A comparison of PAT with eukaryotic histone acetyltransferases suggests that these proteins have in common a structurally conserved core region that provides functional conservation for acetyl-CoA binding and a structural framework for catalysis (Fig. 5). Based on this structural similarity, it is tempting to speculate that PAT represents a minimal scaffold similar to the original HAT; however, there is no direct evidence of this and considerable evolution has likely occurred since archaea and eukaryotes branched from a common ancestor. Its similarity to other GNATs reported to acetylate small molecules, such as aminoglycosides and serotonin, suggests that PAT could also have unidentified small molecule substrates in Sulfolobus.

FIGURE 5.

Comparison of PAT with eukaryotic HATs. The HATs Gcn5, Esa1, p300, and Rtt109 are shown. Their shared CoA binding core is highlighted in yellow with the surrounding structures shown in green.

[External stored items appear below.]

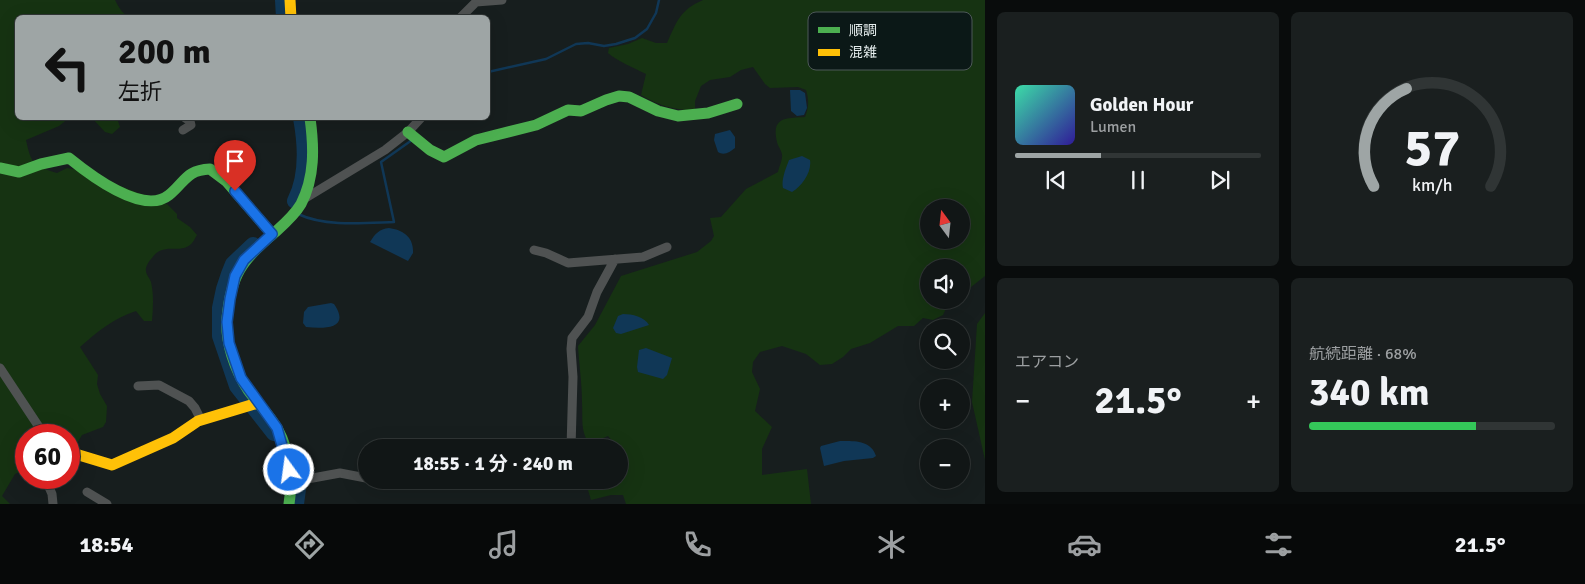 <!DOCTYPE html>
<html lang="ja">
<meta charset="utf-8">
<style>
:root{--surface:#111616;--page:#1a1f1f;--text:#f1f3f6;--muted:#9c9fa1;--line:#303535;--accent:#9ea5a5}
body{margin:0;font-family:Signika,"Noto Sans JP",sans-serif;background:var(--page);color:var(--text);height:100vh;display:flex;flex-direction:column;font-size:19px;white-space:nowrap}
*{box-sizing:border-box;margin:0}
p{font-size:16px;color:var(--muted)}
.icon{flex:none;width:28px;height:28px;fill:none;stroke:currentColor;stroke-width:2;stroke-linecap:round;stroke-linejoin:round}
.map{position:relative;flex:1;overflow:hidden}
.panel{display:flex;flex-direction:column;gap:12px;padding:12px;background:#090c0c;width:600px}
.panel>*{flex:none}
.hud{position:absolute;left:15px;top:15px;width:475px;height:105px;border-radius:8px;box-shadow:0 5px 20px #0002,0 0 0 1px var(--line);background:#9ea5a5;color:#111;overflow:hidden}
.needle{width:32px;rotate:345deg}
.tools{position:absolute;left:920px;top:199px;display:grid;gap:10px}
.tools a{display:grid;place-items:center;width:50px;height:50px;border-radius:50%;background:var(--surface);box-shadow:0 5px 20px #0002,0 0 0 1px var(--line);font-size:25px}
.speed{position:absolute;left:15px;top:424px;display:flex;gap:10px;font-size:25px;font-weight:700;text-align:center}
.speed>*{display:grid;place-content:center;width:65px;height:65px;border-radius:50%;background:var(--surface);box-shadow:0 5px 20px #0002,0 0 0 1px var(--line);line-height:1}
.speed .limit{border:8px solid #d22;background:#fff;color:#111}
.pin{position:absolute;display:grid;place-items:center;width:42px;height:42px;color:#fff;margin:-51px -21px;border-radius:50% 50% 50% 0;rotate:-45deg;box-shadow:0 0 5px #0007}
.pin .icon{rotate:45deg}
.me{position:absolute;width:55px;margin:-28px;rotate:346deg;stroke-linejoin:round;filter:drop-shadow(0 0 4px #0008)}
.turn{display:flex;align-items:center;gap:18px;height:105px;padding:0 20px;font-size:22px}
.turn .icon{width:65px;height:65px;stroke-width:2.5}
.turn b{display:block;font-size:35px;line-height:42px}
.big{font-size:38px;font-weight:700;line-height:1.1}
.panel .card{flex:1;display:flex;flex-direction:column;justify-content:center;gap:8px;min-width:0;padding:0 18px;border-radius:8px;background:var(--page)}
.panel .dial{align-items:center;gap:0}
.dial svg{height:130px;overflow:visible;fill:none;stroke:var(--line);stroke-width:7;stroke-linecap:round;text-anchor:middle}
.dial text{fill:var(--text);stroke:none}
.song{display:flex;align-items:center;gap:15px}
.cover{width:60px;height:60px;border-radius:8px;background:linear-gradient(135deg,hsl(160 70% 55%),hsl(250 70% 35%))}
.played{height:5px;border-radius:2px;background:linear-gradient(90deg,var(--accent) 35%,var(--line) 35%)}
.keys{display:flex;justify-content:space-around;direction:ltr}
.heat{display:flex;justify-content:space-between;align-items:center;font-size:28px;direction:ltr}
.charge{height:8px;border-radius:4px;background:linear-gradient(90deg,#34c759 68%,var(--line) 0)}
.panel .tiles{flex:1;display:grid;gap:12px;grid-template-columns:repeat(2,1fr)}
.trip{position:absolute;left:358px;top:439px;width:270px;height:50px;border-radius:25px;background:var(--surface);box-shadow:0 5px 20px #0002,0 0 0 1px var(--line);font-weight:700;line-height:50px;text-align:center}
.dock{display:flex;height:80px;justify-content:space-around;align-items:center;background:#070909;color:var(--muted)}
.dock .icon{width:35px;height:35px}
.dock .current{color:var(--accent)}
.dock b{font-size:22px;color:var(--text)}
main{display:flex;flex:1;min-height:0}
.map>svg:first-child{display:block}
</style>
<main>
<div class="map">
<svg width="985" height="504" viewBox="0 0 985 504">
<rect width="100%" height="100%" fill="#171e1e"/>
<path fill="#163312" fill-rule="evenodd" d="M 0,0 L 115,0 C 126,22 131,17 153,15 L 157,17 L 18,18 L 18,118 L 69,118 L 59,126 L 26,140 C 31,163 33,166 57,173 L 67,168 L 79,170 L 167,204 L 177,214 L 177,218 L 190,227 L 197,235 C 195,238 193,243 190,245 C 178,254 163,242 152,258 C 149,261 147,264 146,268 C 145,274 149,277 151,282 C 154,295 153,308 152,321 L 144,321 L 136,311 C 114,318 97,332 80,347 L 98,375 L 97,384 L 100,394 L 107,406 L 106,422 L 103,427 L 82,435 L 75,447 L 69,446 L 69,435 L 51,435 L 49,433 L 42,435 L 26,435 L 26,452 L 22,457 L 26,461 L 26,472 L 22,471 L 15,474 L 2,496 L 10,504 L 0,504 Z
M 703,0 L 985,0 L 985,276 L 961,295 L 961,268 L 929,268 L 929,300 L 954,300 L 948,304 L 943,315 L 933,320 L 923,318 L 914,326 L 898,326 L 870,343 L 851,349 L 843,357 L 832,364 L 820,365 L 806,354 L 782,346 L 760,352 L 753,362 L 752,372 L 760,389 L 755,411 L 772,427 L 762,449 L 762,475 L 807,469 L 811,504 L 626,504 L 623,495 L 611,495 L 591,500 L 588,490 L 598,482 L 619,480 L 619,472 L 628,460 L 608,436 L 589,444 C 580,430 583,418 582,402 C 582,383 579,364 578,346 L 595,325 L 621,276 L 697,252 L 711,241 L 714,236 L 710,218 L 721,217 L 746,189 L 778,172 C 779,167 782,161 782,157 C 783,152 778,147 777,142 C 771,117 786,118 805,117 C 809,107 809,100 806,90 L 798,87 L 770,88 L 765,84 L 753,67 L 741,70 L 730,77 L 710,80 L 701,86 L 695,101 L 695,111 C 673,109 659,106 641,95 L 646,74 C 634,68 617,61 608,53 L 609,48 L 628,44 L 642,38 L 656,43 L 667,43 C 677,21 680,10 703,0 ZM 929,208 L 961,208 L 961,240 L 929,240 Z
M 92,118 L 117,118 L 120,127 L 112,134 L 105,132 Z
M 985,313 L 985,460 L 972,402 L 977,324 Z"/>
<path fill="#103756" d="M 790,90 L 800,90 L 805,93 L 807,108 L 804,115 L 797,116 L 791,111 Z
M 730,130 L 735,137 L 735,148 C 730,152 724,156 718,152 L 714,140 L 715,134 Z
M 802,156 L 810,160 C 812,172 802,186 792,192 L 783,188 C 781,180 786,168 789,160 Z
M 389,228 C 403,230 414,237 413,253 L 408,261 L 370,242 C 375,234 379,229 389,228 Z
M 331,303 L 334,304 C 351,329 325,329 306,327 L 303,323 L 304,312 L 308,307 Z
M 623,314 C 632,314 645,317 649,325 L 621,334 L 616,333 L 613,328 L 618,316 Z
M 646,348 L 672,358 L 667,375 L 663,379 L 638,372 L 637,367 L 639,350 Z
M 840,441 C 854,441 871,440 876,456 L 873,458 L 844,461 L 824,466 L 820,448 L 821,446 Z"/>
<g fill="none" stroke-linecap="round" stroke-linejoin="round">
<path stroke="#103756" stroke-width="2.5" d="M 488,72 L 546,59 L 576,44 L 588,43 L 604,46 L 616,44 L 635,38 L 647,29 L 656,13 L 659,0
M 298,214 C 325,227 365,223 394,222 L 381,162 L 412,140"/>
<path stroke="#103756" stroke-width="16" d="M 283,0 L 284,18
M 295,201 C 308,176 306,145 301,118
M 253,245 L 233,264 L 229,274 L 224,289 L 220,308 L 220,336 L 237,386 L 274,433
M 295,467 L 298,489 L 296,504"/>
<path stroke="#4f5252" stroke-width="9" d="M 460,18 L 476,2 L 502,0
M 183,130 L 191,125 L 190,121 L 185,118
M 304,199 L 385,150 L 408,132 L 421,118
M 534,250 L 546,253 L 568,263 L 643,257 L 667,247
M 0,368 L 39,427 L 47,435
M 138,386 L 159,385 L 189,401 L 195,408 L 201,420
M 571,448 L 573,377 L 571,349 L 572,338 L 588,317 L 597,292 L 615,259
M 45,478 L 52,494 L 53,504
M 376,480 L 389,483 L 393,480
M 291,482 L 340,473 L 366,478
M 87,492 L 107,504"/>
<path stroke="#4caf50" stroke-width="11" d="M 408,132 L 430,150 L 444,157 L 476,140 L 536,125 L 568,110 L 581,111 L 606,100 L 619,96 L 629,97 L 658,111 L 678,116 L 708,113 L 737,104
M 0,168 L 19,172 L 41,164 L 69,158 C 90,175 143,216 169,195 C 185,182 186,170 210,169 L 226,181 L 272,234
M 289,504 C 293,480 290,452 278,430 C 270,415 258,404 248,390 C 235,370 225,342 227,318 C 231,276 241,261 273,234 C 283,225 294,216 301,204 C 315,177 314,147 310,118"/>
<path stroke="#ffc107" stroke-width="11" d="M 290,0 L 291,18
M 69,452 L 112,465 L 173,438 L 198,421 L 258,403"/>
</g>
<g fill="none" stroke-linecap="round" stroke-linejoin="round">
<g stroke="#114b97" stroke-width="12">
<path id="route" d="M 235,191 L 272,234 L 244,260 L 235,276 L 230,299 L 227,322 L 229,343 L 241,378 L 277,428 L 289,470"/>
</g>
<use href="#route" stroke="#1a73e8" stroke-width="9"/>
</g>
<rect x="808" y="12" width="164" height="58" rx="8" fill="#0b1817" stroke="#4d5858" stroke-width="1"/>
<rect x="818" y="27" width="22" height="6" fill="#4caf50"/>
<rect x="818" y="49" width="22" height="7" fill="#ffc107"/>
<g font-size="14" fill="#e6eeee">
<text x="849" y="35">順調</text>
<text x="849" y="57">混雑</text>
</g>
</svg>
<div class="tools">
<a><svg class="needle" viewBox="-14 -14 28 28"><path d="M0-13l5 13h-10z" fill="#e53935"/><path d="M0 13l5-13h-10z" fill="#9c9fa1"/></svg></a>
<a><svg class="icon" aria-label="sound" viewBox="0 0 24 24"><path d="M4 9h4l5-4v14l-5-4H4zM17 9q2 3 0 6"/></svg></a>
<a><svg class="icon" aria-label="search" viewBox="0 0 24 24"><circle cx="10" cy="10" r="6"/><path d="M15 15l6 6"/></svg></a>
<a>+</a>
<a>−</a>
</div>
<div class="speed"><div class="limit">60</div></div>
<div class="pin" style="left:235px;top:191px;background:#d93025"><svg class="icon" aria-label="arrive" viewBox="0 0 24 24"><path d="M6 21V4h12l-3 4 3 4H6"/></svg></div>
<svg class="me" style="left:289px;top:470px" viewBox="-20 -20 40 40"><circle r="17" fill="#1a73e8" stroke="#fff" stroke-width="3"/><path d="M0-11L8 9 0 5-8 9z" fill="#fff"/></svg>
<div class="trip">18:55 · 1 分 · 240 m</div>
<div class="hud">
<div class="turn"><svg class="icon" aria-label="left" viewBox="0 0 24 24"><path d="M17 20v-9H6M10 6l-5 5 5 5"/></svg><div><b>200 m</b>左折</div></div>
</div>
</div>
<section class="panel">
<div class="tiles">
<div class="card">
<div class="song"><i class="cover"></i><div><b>Golden Hour</b><p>Lumen</p></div></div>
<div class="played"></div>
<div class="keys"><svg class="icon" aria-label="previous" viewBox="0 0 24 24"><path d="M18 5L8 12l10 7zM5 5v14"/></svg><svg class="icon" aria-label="pause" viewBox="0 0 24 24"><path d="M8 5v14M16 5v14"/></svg><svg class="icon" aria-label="next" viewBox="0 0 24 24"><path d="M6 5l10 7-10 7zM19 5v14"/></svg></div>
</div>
<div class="card dial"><svg viewBox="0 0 100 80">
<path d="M14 69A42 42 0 1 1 86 69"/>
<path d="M14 69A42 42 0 0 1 34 9" stroke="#9ea5a5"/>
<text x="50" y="56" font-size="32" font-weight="700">57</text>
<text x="50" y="72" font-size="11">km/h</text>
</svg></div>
<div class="card"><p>エアコン</p>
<div class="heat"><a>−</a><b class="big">21.5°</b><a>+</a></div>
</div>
<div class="card"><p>航続距離 · 68%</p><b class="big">340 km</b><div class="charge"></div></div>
</div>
</section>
</main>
<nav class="dock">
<b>18:54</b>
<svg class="icon current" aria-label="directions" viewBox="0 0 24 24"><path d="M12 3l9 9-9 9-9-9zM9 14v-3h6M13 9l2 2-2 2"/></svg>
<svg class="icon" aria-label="music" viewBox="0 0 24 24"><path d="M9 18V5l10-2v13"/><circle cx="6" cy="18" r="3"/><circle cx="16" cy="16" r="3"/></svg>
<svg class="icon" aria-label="phone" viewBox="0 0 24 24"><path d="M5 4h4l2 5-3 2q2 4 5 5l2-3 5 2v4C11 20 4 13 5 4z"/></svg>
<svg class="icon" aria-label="climate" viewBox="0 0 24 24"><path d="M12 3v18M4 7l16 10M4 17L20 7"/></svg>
<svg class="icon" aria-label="car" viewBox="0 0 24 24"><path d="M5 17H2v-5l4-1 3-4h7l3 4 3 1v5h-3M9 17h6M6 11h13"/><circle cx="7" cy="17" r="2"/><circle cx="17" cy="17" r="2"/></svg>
<svg class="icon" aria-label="filters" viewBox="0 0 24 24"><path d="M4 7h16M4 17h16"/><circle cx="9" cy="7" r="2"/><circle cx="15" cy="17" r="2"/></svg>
<b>21.5°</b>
</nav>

Despite the structural conservation between histone acetyltransferases, these enzymes have evolved different chemical strategies for mediating acetylation. This is likely facilitated by the relative simplicity of carrying out an acetyltransferase reaction thus leading to several different chemical strategies, probably tailored to the different substrate and biological requirements of the particular enzyme. PAT appears to be the least efficient acetyltransferase, catalyzing only about 5-fold faster acetyl transfer compared with the uncatalyzed reaction at 75 °C and PAT is nearly completely inactive at room temperature (data not shown). PAT is likely to achieve a higher turnover at even higher temperatures consistent with the environment of Sulfolobus. It is also possible that better, yet unidentified PAT substrates exists. It could also suggest that PAT represents a primitive acetyltransferase scaffold upon which additional chemical groups evolved to stimulate the reaction rate. The poor turnover is consistent with the finding that PAT does not appear to use essential catalytic residues for acetylation. The putative role of the α2 helix of PAT in autoregulating PAT activity might also represent an evolutionary connection to the autoregulation of the fungal Rtt109 and metazoan p300/CBP proteins by acetylation. Another interesting connection between PAT and p300 is that the PAT Lys¹²⁷ salt bridge with the 3′-phosphate of CoA that orders the adenine base of the cofactor is analogous to a similar CoA contact mediated by Arg¹⁴¹⁰ of p300. Taken together, the PAT-CoA structure reported here reveals a small and inefficient protein acetyltransferase scaffold with distinct similarities and differences to the larger and more selective eukaryotic acetyltransferases.